Our first adventure comes courtesy of Robert Daunch, who celebrated the convergence of Daylight Savings Time and Christmas Ale's arrival by devouring the sweet nectar for an additional hour one recent weekend...
I went home and crashed in bed, thought I was dreaming that I got out of bed, walked out of the master bedroom and down the hall to the guest bathroom, where I opened the shower curtain, climbed in, and laid down. I woke sometime later in my underwear, freezing, curled up in a fetal position in the tub. I somehow got back to bed and woke up thinking I had dreamt it. Nope, it happened.
Christmas Ale 1, Robert Daunch 0. I look forward to the rematch.

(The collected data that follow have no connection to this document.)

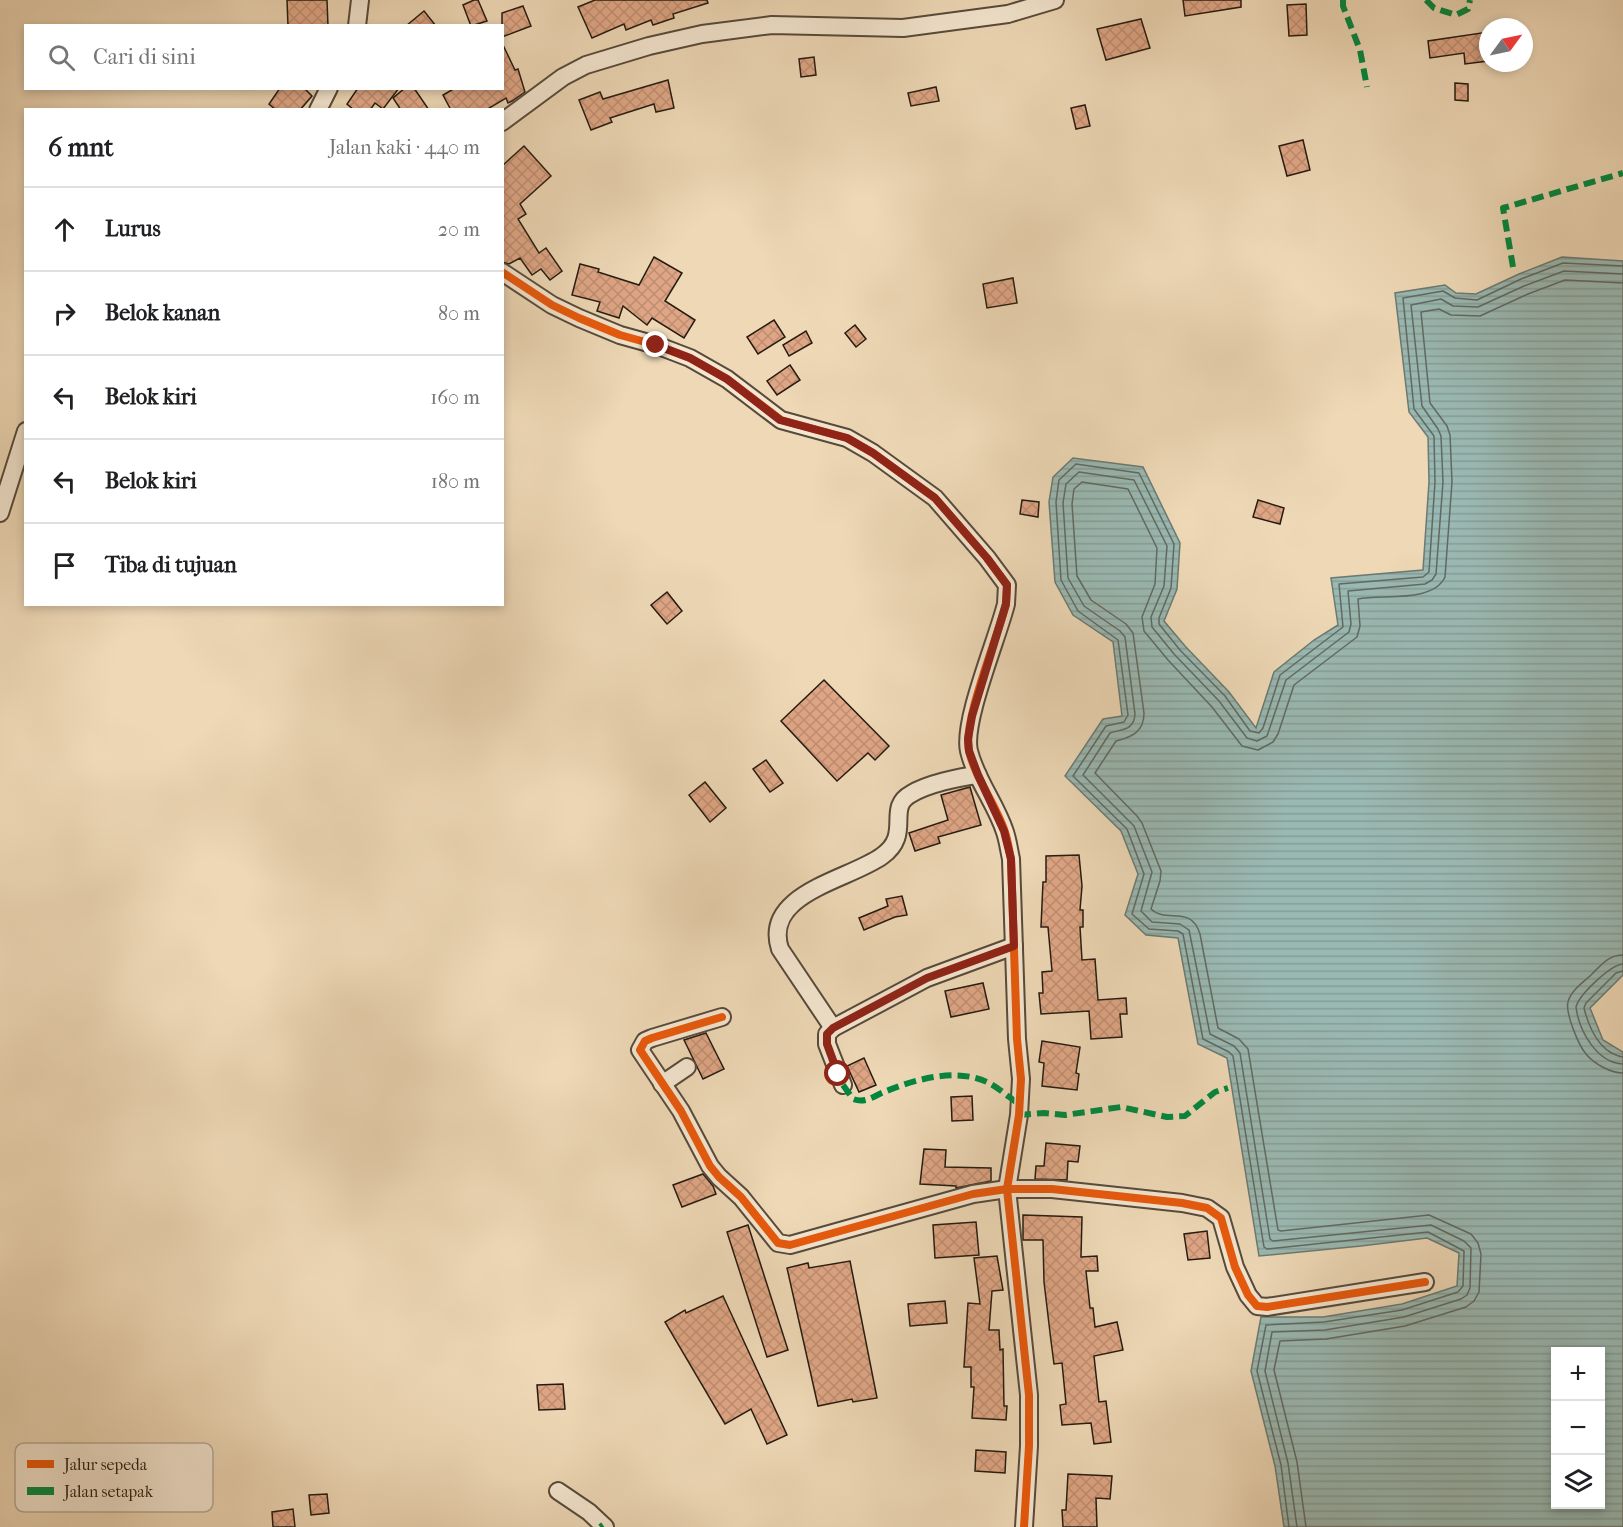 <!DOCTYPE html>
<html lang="id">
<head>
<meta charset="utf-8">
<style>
	:root { --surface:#fff; --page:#f2f2f2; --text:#202124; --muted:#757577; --line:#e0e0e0 }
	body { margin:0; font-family:"IM FELL French Canon",serif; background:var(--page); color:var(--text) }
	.controls { position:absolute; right:18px; bottom:18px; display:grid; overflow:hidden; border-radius:0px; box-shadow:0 3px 9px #0003 }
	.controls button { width:54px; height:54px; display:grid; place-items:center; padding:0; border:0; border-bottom:2px solid var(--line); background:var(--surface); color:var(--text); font:30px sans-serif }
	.compass { position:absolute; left:1479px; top:18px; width:54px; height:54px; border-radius:50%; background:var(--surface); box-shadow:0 3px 9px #0003; rotate:57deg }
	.stop { position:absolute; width:18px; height:18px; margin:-14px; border:4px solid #8f2418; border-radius:50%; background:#fff }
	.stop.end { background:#8f2418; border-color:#fff; box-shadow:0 2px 6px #0008 }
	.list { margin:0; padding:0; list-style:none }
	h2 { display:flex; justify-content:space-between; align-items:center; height:78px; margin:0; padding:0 24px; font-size:26px }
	h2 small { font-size:20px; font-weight:400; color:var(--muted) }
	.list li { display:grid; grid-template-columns:39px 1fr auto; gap:18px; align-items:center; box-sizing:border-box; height:84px; padding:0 24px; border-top:2px solid var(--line) }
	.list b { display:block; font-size:22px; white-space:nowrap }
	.list em { font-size:20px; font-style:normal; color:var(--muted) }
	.icon { flex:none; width:33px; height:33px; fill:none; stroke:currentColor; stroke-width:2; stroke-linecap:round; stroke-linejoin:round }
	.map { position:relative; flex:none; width:1623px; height:1527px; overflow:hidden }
	.search { position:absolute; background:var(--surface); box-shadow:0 3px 9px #0003; left:24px; top:24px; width:480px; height:66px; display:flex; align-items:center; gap:15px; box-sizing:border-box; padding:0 21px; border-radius:0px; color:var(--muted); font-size:22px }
	.panel { position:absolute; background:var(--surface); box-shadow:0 3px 9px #0003; left:24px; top:108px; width:480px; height:498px; border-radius:0px }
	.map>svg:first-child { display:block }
	.water { fill:url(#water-rules); stroke:#6b7a72; stroke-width:1.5; fill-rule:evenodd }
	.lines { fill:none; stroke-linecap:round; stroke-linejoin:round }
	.shore { stroke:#606a62; stroke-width:1.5 }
	.building { fill:url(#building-cross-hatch); stroke:#251b10; stroke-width:1.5 }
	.minor-casing { stroke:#574a3a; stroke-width:20 }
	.minor { stroke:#f4e6d0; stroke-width:16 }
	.quiet { stroke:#00873e; stroke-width:6; stroke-dasharray:12 6; stroke-linecap:butt }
	.cycleway-casing { stroke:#f4e6d0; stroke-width:11 }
	.cycleway { stroke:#e8590c; stroke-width:8 }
	.route { stroke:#8f2418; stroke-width:8 }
	.key { fill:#f4e6d0; stroke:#b6a996; stroke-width:1.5 }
	.key-label { font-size:16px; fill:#251b10 }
</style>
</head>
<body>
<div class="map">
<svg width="1623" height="1527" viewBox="0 0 1623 1527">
	<defs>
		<pattern id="water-rules" width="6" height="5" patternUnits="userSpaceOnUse" patternTransform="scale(1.5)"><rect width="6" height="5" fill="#9ab9b3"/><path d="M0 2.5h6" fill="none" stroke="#859e99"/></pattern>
		<pattern id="building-cross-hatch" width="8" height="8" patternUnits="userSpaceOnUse" patternTransform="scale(1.5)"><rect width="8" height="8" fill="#dfa685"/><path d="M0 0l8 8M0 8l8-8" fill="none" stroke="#bf8e72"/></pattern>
	</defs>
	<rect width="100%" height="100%" fill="#eed8b6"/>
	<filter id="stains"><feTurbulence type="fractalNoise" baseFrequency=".00333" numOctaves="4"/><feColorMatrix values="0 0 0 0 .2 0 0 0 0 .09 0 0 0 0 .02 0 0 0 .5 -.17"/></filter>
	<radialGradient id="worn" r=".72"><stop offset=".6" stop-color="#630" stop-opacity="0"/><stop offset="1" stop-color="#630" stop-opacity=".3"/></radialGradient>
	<!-- water -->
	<path class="water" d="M1562,257L1623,261V975L1590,1008L1603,1040L1623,1052V1527H1284L1275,1466L1251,1371L1261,1317H1323L1402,1304L1457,1286L1459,1253L1427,1238L1361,1246L1259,1256L1227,1058L1198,1044L1178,938L1146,935L1125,915L1138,874L1121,831L1065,776L1103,719L1122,716L1113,642L1073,615L1055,582L1049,502L1053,477L1073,458L1143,467L1180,543L1177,589L1164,621L1185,646L1229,692L1256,728L1274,672L1314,640L1338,625L1331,578L1423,570L1429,482L1428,437L1409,412L1395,293L1445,285L1456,293L1476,294L1519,274ZM1556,1352H1600V1504H1556Z"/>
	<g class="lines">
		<!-- shore -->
		<g class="shore">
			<path d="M1623,955C1609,955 1602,964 1592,974C1584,982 1571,990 1568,1002C1565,1013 1579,1046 1586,1054C1594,1064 1611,1073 1623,1073"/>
			<path d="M1623,964C1610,965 1579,995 1576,1007C1579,1031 1597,1063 1623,1064"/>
			<path d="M1623,971L1616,973L1586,1003L1584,1008C1589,1028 1600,1053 1623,1057"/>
			<path d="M1289,1527L1281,1465L1257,1371L1266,1325L1324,1322L1402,1310L1458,1292L1463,1286L1464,1251L1428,1232L1267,1249L1264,1247L1233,1056L1229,1052L1203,1039L1183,934L1178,931L1149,929L1132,914L1144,874L1127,829L1073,776L1106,726L1124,722L1128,715L1118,640L1078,611L1061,580L1056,502L1059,480L1076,464L1139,473L1174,544L1171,588L1159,618V624L1180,650L1225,696L1250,731L1259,733L1263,728L1280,675L1343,627L1339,584L1423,577L1429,572L1435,482L1434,436L1414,409L1403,298L1443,291L1455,298L1477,300L1521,279L1563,263L1623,266"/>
			<path d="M1297,1527L1288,1463L1265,1371L1272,1332L1325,1330L1404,1317L1461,1299L1467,1295L1470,1288L1471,1248L1464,1241L1431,1225L1273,1241L1270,1239L1240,1053L1234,1046L1210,1034L1189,930L1180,924L1152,922L1141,911L1152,872L1134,826L1083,775L1110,733C1123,729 1134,730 1135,714L1125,637L1120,631L1084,606L1068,578L1063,503L1066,484L1079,472L1134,480L1167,546L1164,586L1151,617L1152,627L1174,654L1219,701L1247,738L1257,741L1267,736L1286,680L1349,632L1351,624L1348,591L1425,584L1432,580L1436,574L1443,482L1441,436L1438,429L1422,406L1411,305L1441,299L1453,306L1478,307L1524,286L1564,271L1623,274"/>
			<path d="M1306,1527L1297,1462L1274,1370L1280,1341L1326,1339L1405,1326L1466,1307L1474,1301L1479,1292L1481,1254L1478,1243L1471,1234L1429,1215L1281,1231L1278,1230L1248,1049L1239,1039L1218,1028L1200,934C1191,904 1166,924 1151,909L1160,881L1161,871L1142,823L1137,816L1095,773L1116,741C1132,737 1144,732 1144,713L1133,633L1126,624L1091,600L1077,576L1072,504L1074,489L1082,482L1128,489L1157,548L1155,584L1142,617L1144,631L1168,660L1212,707L1242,746L1258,750L1273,742L1278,734L1294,685L1357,637L1360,626L1358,599C1383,594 1433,603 1445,577L1452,482L1450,435L1447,426L1430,403L1421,312L1439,309L1451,315L1480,316L1528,294L1565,280L1623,283"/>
		</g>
	</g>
	<!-- building -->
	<g class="building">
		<path d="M287,0H327L328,26H288Z"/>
		<path d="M474,0H478L487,21L471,26L463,5Z"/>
		<path d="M595,0H707L708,3L673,14L674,18L653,25L651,20L626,30L624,24L592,38L578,7Z"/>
		<path d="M1183,0H1241V7L1185,16Z"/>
		<path d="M1306,4L1307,35L1289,36L1287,5Z"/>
		<path d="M523,6L531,26L502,37V13Z"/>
		<path d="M424,11L436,26H406Z"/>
		<path d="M1141,19L1150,48L1106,60L1097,29Z"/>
		<path d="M1488,32V61L1465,64L1464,53L1430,58L1428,41Z"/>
		<path d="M502,43L515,70L518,69L525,92L512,101L508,103L506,98L486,110H451L443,95L455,88H502Z"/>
		<path d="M814,57L816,75L801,77L799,59Z"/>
		<path d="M668,80L674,108L656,112L654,104L610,118L612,122L591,130L579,100L600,92L603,99Z"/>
		<path d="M1455,83L1468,84V101L1455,100Z"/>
		<path d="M936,87L939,101L911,106L908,93Z"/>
		<path d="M280,88H304L312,96L300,110H276L269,104Z"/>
		<path d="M358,88H399L383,109L375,103L370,110H354L347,104Z"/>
		<path d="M405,88H414L429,110H401L393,98Z"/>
		<path d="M1085,105L1090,126L1076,129L1071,108Z"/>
		<path d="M1303,140L1310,170L1287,176L1279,146Z"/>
		<path d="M524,146L551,176L520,204L526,214L518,219L539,253L546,248L562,271L550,280L541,269L532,275L520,258L509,264L502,262V166Z"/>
		<path d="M654,257L682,273L665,301L695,320L684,338L652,318L647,325L623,306L619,318L597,311L600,302L572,295L580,264L599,269L598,272L639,285Z"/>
		<path d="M1013,278L1017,303L987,308L983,284Z"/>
		<path d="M774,320L785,337L758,354L747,337Z"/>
		<path d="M855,325L866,339L856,347L845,333Z"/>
		<path d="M806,331L812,343L789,356L783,345Z"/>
		<path d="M790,365L800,380L777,395L767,381Z"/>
		<path d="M1022,500L1039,502L1038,517L1020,514Z"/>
		<path d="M1258,500L1284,508L1280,524L1253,517Z"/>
		<path d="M667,592L682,611L667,624L651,605Z"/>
		<path d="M824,680L889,746L875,760L868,753L837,781L781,721Z"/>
		<path d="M766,760L783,783L770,792L753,769Z"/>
		<path d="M705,782L726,808L710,822L689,795Z"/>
		<path d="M970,787L981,825L938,837L940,843L915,851L909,833L948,820L941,795Z"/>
		<path d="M1079,855L1082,886L1080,910H1083V927H1080L1082,960L1095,959L1098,1000L1126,998L1127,1014H1120L1122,1037L1091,1039L1089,1011L1041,1014L1039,993H1043L1042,972L1052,971L1048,927H1041L1043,882H1046V856Z"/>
		<path d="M902,896L907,915L895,917L864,930L859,918L888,906L886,899Z"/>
		<path d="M983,983L989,1009L951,1017L945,991Z"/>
		<path d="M706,1033L724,1069L703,1079L684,1040Z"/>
		<path d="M1042,1041L1080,1047L1076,1073L1079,1074L1077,1090L1042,1086L1044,1063L1039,1062Z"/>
		<path d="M864,1058L876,1085L859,1092L847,1066Z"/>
		<path d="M972,1096L973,1120L952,1121L951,1097Z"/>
		<path d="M1046,1143L1080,1146L1078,1162L1068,1161L1067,1180L1035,1179L1036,1166H1044Z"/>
		<path d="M924,1149L946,1150L945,1167L991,1168V1181L956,1188V1186L920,1184Z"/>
		<path d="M703,1174L713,1186L716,1194L682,1207L673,1185Z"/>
		<path d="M1023,1215L1082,1217L1081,1257L1097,1256L1098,1271H1086L1090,1308H1093L1095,1327L1117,1322L1123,1350L1094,1356L1099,1402L1106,1401L1111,1442L1094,1444L1091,1423L1062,1425L1060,1405L1066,1404L1062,1363L1054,1364L1051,1341L1044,1282L1043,1240H1023Z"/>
		<path d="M976,1222L979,1255L935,1258L933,1225Z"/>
		<path d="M748,1225L788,1350L767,1357L727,1232Z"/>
		<path d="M1207,1231L1210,1258L1188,1260L1184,1234Z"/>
		<path d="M997,1256L1003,1290L992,1291L989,1330H999L1000,1350L1003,1349L1004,1406H1007L1006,1420L972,1418L974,1387H971V1367H964L968,1303L980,1304L974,1258Z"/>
		<path d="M850,1261L877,1398L853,1402L852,1399L818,1406L787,1268L808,1263L809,1268Z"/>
		<path d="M723,1296L787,1435L767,1444L751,1409L725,1424L665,1322L685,1310L686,1313Z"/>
		<path d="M945,1301L947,1323L910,1326L908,1304Z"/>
		<path d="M563,1384L565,1409L539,1410L537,1385Z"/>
		<path d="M976,1450L1006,1452L1005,1473L975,1471Z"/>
		<path d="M1068,1474L1112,1476L1110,1499L1096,1498L1097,1527H1063L1062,1510H1066Z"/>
		<path d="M327,1494L329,1513L311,1515L309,1495Z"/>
		<path d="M293,1509L295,1527H273L272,1512Z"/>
	</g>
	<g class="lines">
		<defs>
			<g id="minor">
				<path d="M357,26L360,0"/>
				<path d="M318,110L329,88"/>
				<path d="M502,122L563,77L586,65L649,46L702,34L772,25L903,28L1008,14L1055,0"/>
				<path d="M502,272L552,305L579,318L620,335L656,345L690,358L727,379L781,420L847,438L873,453L935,498L987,558L1007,585L1006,604C998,637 962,722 969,751C976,780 996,804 1005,832C1008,841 1009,850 1011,859L1017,1039L1021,1079L1019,1115L1007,1189L1029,1395V1446L1024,1527"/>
				<path d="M0,513L26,431"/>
				<path d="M722,1017L652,1038L645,1041L640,1050L681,1111L710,1166L719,1177L741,1197L778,1243L790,1245L973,1194L1007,1189H1052L1182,1203L1207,1208L1221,1218L1235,1267L1248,1295L1257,1306L1267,1307L1425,1282"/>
				<path d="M833,1028L780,949C762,893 849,880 882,856C913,834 885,808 911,794C927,784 959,777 978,775"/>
				<path d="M662,1084L687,1067"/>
				<path d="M843,1085L827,1044V1034L833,1028L927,978L1014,946"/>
				<path d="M558,1491L589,1512L605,1527"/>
			</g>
		</defs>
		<!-- minor casing -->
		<use href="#minor" class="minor-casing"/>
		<!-- minor -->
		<use href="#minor" class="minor"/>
		<!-- quiet -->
		<g class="quiet">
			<path d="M1343,0V6L1360,50L1367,87"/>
			<path d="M1426,0L1434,8L1456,15L1468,9L1470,0"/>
			<path d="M1513,267L1503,208L1623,173"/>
			<path d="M843,1085L853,1099C865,1104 874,1096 884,1092C916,1079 957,1067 989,1083C1000,1089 1010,1098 1020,1105"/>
			<path d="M1019,1115L1044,1113L1065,1115L1121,1107L1167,1117L1185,1116L1215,1092L1228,1088"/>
			<path d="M600,1527L603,1525"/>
		</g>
		<defs>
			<g id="cycleway">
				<path d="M502,272L552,305L579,318L620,335L656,345L690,358L727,379L781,420L847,438L873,453L935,498L987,558L1007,585L1006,604C998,637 962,722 969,751C976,780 996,804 1005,832C1008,841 1009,850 1011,859L1017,1039L1021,1079L1019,1115L1007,1189L1029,1395V1446L1024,1527"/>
				<path d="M722,1017L652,1038L645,1041L640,1050L681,1111L710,1166L719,1177L741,1197L778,1243L790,1245L973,1194L1007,1189H1052L1182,1203L1207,1208L1221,1218L1235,1267L1248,1295L1257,1306L1267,1307L1425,1282"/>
			</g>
		</defs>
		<!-- cycleway casing -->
		<use href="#cycleway" class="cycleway-casing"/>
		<!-- cycleway -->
		<use href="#cycleway" class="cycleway"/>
	</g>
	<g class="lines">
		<!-- route -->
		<path class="route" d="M656,345L690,358L727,379L780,420L847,438L873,453L935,498L987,558L1007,585L1006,604L972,716L968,739L969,751L978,775L1004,831L1011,859L1014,946L927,978L833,1028L827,1034V1044L838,1074"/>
	</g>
	<!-- legend -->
	<rect x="15" y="1443" width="198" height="69" rx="9" class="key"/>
	<rect x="27" y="1460" width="27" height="8" fill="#e8590c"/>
	<rect x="27" y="1487" width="27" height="8" fill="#00873e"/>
	<g class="key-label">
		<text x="64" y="1470">Jalur sepeda</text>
		<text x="64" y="1497">Jalan setapak</text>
	</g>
	<rect width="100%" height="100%" filter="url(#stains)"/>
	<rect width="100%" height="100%" fill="url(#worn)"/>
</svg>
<div class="controls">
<button>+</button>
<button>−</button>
<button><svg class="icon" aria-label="layers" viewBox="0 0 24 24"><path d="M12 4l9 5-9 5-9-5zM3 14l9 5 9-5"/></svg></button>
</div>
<svg class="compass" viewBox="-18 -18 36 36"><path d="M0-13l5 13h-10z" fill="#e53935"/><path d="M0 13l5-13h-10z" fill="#757577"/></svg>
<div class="stop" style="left:838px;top:1074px"></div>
<div class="stop end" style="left:656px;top:345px"></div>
<div class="search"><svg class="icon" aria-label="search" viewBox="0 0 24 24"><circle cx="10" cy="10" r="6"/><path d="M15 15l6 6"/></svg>Cari di sini</div>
<section class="panel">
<h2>6 mnt<small>Jalan kaki · 440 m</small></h2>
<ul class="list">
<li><svg class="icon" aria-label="ahead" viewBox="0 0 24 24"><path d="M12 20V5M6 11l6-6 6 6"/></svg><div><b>Lurus</b></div><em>20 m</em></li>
<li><svg class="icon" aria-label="right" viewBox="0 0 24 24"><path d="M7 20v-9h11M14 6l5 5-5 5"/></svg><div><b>Belok kanan</b></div><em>80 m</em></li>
<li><svg class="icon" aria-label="left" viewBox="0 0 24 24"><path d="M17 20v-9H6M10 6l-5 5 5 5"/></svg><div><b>Belok kiri</b></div><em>160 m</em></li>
<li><svg class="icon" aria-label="left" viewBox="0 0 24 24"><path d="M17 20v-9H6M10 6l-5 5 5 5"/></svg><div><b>Belok kiri</b></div><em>180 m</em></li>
<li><svg class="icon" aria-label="arrive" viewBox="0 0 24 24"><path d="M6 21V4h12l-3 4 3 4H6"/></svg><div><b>Tiba di tujuan</b></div></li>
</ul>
</section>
</div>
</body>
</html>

December 23rd was my 23rd birthday. You see, I'm what people call a "Christmas baby," so of course it's fitting that around my birthday I would choose to drink Christmas Ale. The drinks kept coming to me at the bar, I was with my best friends and I don't remember paying for a thing... how could I turn it down? Hours went by and many Christmas Ales were consumed. It was time to get out of the bar before things got worse.
Lucky for me, we had a designated driver and were driven to a nearby friend's house where we would spend the night. This friend's house was and always is spotless from top to bottom. The kind of place where the toothbrush is always put back perfectly into the toothbrush holder. It wasn't long before it hit me. I sprinted upstairs to the bathroom, but the door was locked. The mental anguish from the locked door made it even worse, and before I knew it, I painted his walls and his carpet in the most beautiful color of Christmas Ale. Before passing out, I managed to get out the words 'Merry Christmas to all and to all a good night!!!!' I think Santa brought my friend a steam cleaner.
— Justin Waite
I really do not want to admit all of this, but I really feel the need to tell my story. I was lucky enough to attend the Browns-Bills game in 2007, which everyone knows as the "Snow Bowl." I had a few beverages at the game and then we decided to go to a downtown establishment to celebrate the win. I subsequently ordered somewhere between two and eight Christmas Ales.
From there, I know I was in a limo. I became very sad when I had to give up half of my last Christmas Ale when it was time to go. I remember falling into my table but catching my lamp before it broke. I remember my bloody nose and waking up with a black eye. The moral of my story is Christmas Ale = black eye. Don't worry though: I'm enjoying my first one of the season right now. Cheers!
— Julie Rugh
My Christmas Ale horror story goes back to November of 2006, when the No. 1 ranked Ohio State Buckeyes were about to play the No. 2 ranked team from up north. Kickoff was scheduled for 3:30 p.m., so my friends and I made the wise decision to meet at an area bar in Eastlake at 1 for lunch.
Well, Christmas Ale had just come out a few weeks before, so we decided to start ordering pitchers of Ale. By the time there was a moment of silence for Bo Schembechler, the beloved coach from Michigan, my buddy — highly inebriated — went up and shouted in the ears of the only two people in the bar wearing Michigan clothes. About a half-hour later, when Beanie Wells broke a 52-yard touchdown run, my buddy then runs around the bar giving everyone high-fives, until he decides to head-butt someone for no reason. The best part, besides Ohio State winning the game and our buddy not getting arrested, was probably our $400 bar tab.
Thanks, Christmas Ale!
— Chad Malkamaki
At a Halloween Party, I made the monumentally poor choice of playing beer pong with Christmas Ale. I had a blast for about 40 minutes, then spent the rest of the night in the bathroom — the bathroom at someone else's house, at a party full of strangers. So classy.